◆ What you should do ◆
Give back every line of the material below that has the string "stream".

◆ Recorded data ◆
..........
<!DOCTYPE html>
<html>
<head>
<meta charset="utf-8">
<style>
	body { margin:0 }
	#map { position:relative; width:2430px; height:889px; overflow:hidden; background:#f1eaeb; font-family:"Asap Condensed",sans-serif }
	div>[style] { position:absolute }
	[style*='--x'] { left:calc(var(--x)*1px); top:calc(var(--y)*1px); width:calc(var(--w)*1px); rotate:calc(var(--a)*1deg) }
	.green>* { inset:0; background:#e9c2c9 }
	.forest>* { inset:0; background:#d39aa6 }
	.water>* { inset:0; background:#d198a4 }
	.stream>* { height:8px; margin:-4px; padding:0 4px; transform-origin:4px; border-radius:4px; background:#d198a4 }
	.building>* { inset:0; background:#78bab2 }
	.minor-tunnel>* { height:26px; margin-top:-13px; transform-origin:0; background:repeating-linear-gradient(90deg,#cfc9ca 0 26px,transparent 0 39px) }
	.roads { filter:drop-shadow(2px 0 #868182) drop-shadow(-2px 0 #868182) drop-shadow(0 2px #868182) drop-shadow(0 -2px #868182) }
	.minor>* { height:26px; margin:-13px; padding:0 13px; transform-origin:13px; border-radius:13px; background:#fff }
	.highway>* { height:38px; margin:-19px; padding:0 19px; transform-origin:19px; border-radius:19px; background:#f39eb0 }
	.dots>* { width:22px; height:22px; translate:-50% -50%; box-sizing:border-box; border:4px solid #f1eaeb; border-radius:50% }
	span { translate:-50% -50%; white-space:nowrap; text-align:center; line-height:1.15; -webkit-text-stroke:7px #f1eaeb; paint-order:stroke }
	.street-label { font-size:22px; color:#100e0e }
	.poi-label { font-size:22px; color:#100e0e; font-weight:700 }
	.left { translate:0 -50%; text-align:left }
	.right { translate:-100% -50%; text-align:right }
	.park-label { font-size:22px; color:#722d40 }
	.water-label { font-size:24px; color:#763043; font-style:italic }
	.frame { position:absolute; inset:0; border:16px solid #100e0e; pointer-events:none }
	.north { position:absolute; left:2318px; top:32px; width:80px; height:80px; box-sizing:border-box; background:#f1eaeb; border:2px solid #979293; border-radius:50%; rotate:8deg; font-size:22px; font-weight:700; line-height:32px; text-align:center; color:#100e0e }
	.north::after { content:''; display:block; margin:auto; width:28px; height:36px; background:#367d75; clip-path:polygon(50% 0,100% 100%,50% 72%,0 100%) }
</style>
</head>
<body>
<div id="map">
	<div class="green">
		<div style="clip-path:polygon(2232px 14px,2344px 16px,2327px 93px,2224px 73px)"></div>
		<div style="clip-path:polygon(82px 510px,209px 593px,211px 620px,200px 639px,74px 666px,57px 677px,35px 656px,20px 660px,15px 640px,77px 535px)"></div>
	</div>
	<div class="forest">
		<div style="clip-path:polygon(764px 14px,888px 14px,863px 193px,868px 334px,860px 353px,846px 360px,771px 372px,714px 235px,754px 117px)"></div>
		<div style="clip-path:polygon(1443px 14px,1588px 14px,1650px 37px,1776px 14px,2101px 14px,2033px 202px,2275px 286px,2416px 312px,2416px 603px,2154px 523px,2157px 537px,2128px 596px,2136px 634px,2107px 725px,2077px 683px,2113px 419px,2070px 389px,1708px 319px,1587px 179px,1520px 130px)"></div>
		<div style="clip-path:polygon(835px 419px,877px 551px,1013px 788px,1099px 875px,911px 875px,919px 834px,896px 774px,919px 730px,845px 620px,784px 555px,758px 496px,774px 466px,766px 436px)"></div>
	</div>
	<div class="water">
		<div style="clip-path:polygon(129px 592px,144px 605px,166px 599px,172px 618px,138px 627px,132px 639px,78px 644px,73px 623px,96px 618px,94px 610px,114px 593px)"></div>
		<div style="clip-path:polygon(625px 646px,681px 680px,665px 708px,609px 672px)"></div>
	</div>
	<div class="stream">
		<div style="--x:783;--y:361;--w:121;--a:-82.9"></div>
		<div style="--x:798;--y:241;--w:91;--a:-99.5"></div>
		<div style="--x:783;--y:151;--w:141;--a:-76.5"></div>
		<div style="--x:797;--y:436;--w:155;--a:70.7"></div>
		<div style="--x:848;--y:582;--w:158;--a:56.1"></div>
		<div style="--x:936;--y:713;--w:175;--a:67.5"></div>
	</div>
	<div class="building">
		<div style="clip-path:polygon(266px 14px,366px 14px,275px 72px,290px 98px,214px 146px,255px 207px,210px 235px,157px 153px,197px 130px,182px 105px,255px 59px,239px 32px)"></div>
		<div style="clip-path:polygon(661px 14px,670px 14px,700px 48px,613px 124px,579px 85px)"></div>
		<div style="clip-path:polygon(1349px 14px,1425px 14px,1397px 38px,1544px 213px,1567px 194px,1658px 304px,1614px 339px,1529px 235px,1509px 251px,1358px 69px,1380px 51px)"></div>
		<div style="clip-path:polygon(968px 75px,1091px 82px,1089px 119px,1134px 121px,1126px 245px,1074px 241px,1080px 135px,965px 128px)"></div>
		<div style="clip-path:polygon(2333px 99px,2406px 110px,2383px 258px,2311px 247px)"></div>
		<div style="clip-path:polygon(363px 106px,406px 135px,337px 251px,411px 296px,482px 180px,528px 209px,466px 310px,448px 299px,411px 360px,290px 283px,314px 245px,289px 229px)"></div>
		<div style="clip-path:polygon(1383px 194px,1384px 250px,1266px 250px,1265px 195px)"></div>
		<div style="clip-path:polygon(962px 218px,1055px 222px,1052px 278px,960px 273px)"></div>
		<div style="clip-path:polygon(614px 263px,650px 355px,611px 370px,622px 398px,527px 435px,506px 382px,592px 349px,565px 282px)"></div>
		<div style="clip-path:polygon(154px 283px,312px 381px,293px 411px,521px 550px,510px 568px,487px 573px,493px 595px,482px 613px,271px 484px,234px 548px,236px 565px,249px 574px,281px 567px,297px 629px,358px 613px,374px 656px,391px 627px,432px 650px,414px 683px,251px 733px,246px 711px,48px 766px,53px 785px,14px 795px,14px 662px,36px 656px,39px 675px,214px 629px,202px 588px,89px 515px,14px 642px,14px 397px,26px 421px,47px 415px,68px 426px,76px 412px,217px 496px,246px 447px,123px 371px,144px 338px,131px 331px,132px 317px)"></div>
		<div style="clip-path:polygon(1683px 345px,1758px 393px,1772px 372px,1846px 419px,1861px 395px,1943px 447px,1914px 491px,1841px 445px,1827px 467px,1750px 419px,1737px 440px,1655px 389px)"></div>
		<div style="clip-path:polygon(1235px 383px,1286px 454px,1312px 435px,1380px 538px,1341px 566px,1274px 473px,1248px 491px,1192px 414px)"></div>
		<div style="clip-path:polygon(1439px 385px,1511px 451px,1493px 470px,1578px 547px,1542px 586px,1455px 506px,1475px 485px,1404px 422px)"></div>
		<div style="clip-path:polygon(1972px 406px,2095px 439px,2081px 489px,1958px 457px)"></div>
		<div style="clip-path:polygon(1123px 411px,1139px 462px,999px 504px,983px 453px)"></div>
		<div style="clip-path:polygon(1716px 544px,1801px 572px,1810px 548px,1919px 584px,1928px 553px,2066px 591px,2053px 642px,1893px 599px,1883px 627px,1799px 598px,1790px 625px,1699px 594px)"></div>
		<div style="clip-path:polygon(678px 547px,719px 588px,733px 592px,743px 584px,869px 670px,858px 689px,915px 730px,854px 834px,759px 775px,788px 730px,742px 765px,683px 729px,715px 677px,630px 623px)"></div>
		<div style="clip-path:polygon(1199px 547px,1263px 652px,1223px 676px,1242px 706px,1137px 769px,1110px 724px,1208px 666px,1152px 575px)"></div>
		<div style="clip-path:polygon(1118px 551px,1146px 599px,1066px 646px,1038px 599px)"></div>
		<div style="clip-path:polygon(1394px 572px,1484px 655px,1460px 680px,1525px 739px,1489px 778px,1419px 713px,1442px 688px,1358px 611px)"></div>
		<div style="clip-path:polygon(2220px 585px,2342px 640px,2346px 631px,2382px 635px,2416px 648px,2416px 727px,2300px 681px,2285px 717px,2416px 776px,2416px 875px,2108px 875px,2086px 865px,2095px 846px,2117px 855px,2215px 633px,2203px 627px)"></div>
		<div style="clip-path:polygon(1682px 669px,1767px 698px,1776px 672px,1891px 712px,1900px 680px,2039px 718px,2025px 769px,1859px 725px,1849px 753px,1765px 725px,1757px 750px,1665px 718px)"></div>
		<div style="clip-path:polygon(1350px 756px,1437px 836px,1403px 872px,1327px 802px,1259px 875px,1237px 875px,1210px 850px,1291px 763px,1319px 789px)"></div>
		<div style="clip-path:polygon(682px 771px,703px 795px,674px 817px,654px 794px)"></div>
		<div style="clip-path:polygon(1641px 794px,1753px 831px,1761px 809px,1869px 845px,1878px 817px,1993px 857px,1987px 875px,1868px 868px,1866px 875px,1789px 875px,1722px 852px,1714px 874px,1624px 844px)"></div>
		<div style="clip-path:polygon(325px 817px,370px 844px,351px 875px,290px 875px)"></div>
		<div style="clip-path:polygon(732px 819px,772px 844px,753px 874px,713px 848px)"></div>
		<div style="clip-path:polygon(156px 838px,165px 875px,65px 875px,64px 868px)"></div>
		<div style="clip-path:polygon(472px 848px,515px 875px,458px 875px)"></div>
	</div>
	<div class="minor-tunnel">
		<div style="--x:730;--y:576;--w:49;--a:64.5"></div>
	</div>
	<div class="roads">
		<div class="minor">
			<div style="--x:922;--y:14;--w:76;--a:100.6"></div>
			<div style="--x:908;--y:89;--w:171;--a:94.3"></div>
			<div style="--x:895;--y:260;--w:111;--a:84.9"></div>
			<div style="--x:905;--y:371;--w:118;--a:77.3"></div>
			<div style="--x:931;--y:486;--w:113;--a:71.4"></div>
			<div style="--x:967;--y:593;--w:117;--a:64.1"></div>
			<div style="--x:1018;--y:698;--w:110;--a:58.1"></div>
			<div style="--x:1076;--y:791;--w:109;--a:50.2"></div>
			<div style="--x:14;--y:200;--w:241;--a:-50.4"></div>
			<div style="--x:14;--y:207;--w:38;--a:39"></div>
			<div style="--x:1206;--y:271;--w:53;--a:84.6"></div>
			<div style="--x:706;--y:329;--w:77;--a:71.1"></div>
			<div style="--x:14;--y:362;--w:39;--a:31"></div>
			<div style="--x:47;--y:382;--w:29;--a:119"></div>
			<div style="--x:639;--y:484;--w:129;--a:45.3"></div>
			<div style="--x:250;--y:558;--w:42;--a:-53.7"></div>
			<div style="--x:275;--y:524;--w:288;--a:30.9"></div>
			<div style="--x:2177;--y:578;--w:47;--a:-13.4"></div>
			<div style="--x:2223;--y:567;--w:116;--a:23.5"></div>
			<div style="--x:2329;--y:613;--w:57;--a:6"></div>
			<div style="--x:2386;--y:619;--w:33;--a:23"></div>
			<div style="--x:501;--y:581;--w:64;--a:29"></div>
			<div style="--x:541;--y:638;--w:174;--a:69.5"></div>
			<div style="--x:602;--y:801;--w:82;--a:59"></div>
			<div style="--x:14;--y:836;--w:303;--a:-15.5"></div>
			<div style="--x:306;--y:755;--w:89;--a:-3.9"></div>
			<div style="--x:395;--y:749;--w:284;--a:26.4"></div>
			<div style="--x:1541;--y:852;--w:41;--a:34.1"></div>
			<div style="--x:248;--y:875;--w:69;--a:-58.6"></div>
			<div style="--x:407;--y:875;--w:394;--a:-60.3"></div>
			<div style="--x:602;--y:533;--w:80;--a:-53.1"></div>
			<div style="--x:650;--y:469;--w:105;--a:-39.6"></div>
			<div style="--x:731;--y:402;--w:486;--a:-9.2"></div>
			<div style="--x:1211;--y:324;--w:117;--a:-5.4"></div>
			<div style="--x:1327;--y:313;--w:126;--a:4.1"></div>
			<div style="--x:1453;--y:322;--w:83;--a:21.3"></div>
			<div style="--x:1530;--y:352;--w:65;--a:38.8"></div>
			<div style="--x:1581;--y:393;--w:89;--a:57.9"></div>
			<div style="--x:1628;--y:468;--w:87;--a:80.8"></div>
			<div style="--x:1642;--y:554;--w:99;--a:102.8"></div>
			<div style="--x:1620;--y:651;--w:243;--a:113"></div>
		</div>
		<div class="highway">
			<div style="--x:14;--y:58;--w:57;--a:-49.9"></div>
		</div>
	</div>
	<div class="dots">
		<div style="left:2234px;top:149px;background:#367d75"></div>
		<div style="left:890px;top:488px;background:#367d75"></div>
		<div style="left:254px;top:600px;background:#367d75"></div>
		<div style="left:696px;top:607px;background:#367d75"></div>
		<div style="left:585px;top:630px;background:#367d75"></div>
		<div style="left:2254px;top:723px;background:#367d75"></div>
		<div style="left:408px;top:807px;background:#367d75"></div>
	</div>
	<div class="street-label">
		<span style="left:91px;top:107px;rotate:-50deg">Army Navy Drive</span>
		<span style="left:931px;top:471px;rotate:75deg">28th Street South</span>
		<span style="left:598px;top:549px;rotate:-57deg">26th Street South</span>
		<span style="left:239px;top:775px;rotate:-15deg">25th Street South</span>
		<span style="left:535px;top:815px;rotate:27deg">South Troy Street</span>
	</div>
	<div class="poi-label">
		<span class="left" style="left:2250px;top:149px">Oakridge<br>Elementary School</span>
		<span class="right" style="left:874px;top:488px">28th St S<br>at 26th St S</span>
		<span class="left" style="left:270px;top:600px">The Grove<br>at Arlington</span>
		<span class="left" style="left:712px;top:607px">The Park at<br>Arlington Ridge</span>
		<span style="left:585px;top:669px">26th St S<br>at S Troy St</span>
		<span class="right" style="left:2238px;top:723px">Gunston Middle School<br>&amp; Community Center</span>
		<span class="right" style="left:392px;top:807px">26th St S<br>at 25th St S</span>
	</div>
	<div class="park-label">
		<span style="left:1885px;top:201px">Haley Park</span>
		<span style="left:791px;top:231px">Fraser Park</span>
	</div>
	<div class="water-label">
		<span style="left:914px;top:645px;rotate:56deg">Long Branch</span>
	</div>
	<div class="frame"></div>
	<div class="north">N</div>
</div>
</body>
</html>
..........
◆ Exercise response ◆
	.stream>* { height:8px; margin:-4px; padding:0 4px; transform-origin:4px; border-radius:4px; background:#d198a4 }
	<div class="stream">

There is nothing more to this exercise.